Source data
○ ○ ○ ○ ○ ○ ○
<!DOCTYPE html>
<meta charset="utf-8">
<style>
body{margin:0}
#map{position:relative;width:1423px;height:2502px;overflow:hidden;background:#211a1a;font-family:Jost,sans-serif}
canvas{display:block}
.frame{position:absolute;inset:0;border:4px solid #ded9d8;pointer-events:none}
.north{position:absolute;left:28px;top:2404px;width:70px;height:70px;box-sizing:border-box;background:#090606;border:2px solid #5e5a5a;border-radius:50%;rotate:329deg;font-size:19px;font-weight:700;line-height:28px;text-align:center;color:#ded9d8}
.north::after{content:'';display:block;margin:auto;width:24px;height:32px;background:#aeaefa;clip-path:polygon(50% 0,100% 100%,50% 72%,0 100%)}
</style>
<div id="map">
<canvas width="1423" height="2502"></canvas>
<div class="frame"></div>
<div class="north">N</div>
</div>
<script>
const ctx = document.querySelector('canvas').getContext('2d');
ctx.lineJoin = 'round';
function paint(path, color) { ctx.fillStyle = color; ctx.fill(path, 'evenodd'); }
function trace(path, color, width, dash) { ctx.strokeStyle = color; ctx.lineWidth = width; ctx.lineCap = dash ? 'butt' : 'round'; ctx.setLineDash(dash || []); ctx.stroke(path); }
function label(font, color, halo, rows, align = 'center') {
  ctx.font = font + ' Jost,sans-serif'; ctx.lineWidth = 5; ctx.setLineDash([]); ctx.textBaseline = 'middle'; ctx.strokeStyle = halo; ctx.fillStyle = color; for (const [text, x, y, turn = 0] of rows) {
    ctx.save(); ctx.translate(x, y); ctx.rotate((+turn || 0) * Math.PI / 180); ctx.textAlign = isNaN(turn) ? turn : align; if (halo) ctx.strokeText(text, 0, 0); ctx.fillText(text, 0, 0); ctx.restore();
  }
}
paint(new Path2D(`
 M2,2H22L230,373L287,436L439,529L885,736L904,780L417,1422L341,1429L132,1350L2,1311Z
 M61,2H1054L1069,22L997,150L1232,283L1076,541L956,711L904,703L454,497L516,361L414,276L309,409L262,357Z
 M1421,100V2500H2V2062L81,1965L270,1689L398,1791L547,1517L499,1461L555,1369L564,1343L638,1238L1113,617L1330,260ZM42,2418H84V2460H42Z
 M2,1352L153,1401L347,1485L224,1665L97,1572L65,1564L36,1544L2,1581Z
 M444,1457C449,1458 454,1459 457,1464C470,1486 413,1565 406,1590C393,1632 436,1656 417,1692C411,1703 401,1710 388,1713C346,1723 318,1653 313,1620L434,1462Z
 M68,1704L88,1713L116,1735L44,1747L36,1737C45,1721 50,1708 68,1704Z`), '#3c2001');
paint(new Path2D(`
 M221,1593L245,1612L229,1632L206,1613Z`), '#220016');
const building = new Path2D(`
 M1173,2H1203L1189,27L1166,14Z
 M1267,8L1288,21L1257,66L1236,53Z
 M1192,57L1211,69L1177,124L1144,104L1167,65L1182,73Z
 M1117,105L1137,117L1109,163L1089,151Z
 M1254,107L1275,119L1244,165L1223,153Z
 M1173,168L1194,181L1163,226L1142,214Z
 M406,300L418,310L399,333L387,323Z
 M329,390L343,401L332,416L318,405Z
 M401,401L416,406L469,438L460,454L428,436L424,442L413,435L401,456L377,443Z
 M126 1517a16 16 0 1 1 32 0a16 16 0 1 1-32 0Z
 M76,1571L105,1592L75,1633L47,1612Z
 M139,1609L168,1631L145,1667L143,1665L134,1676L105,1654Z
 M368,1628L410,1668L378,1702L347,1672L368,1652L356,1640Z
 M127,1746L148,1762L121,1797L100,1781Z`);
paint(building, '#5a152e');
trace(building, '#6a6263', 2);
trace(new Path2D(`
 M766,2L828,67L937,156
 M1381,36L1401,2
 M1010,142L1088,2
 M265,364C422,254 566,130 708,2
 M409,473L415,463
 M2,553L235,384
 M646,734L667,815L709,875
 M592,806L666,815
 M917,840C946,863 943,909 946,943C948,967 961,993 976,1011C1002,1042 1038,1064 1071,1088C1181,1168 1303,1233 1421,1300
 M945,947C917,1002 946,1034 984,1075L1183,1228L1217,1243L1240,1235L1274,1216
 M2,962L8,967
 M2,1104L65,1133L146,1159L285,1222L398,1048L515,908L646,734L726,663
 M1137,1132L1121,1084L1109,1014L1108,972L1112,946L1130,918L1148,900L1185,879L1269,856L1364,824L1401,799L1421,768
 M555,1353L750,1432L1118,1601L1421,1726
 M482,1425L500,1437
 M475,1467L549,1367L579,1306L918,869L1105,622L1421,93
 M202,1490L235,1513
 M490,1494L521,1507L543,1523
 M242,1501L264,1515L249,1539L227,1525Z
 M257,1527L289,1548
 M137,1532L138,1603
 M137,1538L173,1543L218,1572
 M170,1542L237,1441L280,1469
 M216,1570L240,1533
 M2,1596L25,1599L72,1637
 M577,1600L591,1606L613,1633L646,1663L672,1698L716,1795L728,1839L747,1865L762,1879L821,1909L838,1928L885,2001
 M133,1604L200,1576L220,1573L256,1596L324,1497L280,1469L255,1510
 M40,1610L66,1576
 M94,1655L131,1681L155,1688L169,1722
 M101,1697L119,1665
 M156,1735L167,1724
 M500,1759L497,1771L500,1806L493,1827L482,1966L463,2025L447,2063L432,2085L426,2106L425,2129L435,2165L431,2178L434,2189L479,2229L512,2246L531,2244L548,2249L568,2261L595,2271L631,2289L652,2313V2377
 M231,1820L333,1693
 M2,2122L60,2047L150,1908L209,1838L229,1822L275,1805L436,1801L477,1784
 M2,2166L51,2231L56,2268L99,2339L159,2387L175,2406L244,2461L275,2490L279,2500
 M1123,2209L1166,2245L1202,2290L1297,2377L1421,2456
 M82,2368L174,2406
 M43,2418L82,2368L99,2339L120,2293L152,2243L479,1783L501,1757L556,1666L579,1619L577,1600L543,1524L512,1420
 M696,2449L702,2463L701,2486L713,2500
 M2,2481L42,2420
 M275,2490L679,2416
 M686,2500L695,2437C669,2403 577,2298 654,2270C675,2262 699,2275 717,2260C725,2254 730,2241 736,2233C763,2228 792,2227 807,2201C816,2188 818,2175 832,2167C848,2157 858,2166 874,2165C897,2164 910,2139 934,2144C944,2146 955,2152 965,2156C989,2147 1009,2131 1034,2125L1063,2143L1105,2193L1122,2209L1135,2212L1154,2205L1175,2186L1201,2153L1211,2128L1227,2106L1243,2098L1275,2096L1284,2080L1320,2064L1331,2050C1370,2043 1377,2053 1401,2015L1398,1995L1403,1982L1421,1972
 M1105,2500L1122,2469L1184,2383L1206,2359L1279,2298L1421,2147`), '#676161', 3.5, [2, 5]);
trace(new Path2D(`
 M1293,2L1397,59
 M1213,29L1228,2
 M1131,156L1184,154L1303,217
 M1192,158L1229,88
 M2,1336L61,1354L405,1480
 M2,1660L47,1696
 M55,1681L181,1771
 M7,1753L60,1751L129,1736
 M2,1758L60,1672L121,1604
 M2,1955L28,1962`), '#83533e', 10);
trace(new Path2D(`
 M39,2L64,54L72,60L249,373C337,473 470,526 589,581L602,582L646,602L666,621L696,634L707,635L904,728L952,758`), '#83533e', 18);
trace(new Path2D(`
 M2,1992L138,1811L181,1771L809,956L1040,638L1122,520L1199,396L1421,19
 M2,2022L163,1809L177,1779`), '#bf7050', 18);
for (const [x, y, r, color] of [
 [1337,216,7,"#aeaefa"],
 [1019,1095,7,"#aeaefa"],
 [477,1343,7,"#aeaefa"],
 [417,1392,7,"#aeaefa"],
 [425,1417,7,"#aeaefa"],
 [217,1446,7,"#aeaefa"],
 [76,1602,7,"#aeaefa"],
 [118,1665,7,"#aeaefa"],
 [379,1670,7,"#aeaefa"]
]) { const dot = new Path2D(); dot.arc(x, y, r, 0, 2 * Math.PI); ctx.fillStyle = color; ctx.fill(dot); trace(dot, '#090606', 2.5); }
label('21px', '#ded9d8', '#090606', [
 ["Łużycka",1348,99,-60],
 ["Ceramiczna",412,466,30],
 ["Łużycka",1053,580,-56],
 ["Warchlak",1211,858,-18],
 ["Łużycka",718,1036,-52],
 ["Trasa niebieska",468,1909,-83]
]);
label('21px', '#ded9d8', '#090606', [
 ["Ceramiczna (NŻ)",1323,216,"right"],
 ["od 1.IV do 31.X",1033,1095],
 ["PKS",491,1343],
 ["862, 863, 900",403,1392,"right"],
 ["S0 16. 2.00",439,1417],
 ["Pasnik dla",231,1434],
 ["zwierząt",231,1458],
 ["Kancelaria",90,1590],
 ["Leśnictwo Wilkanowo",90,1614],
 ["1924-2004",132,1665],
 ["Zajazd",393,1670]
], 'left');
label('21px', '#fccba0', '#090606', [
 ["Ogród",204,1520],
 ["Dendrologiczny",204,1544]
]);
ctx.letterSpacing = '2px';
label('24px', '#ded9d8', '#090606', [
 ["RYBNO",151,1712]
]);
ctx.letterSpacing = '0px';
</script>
○ ○ ○ ○ ○ ○ ○
PROBLEM STATEMENT:
Some lines in the data above hold the string "canvas". Find and copy each of them.

THE ANSWER:
canvas{display:block}
<canvas width="1423" height="2502"></canvas>
const ctx = document.querySelector('canvas').getContext('2d');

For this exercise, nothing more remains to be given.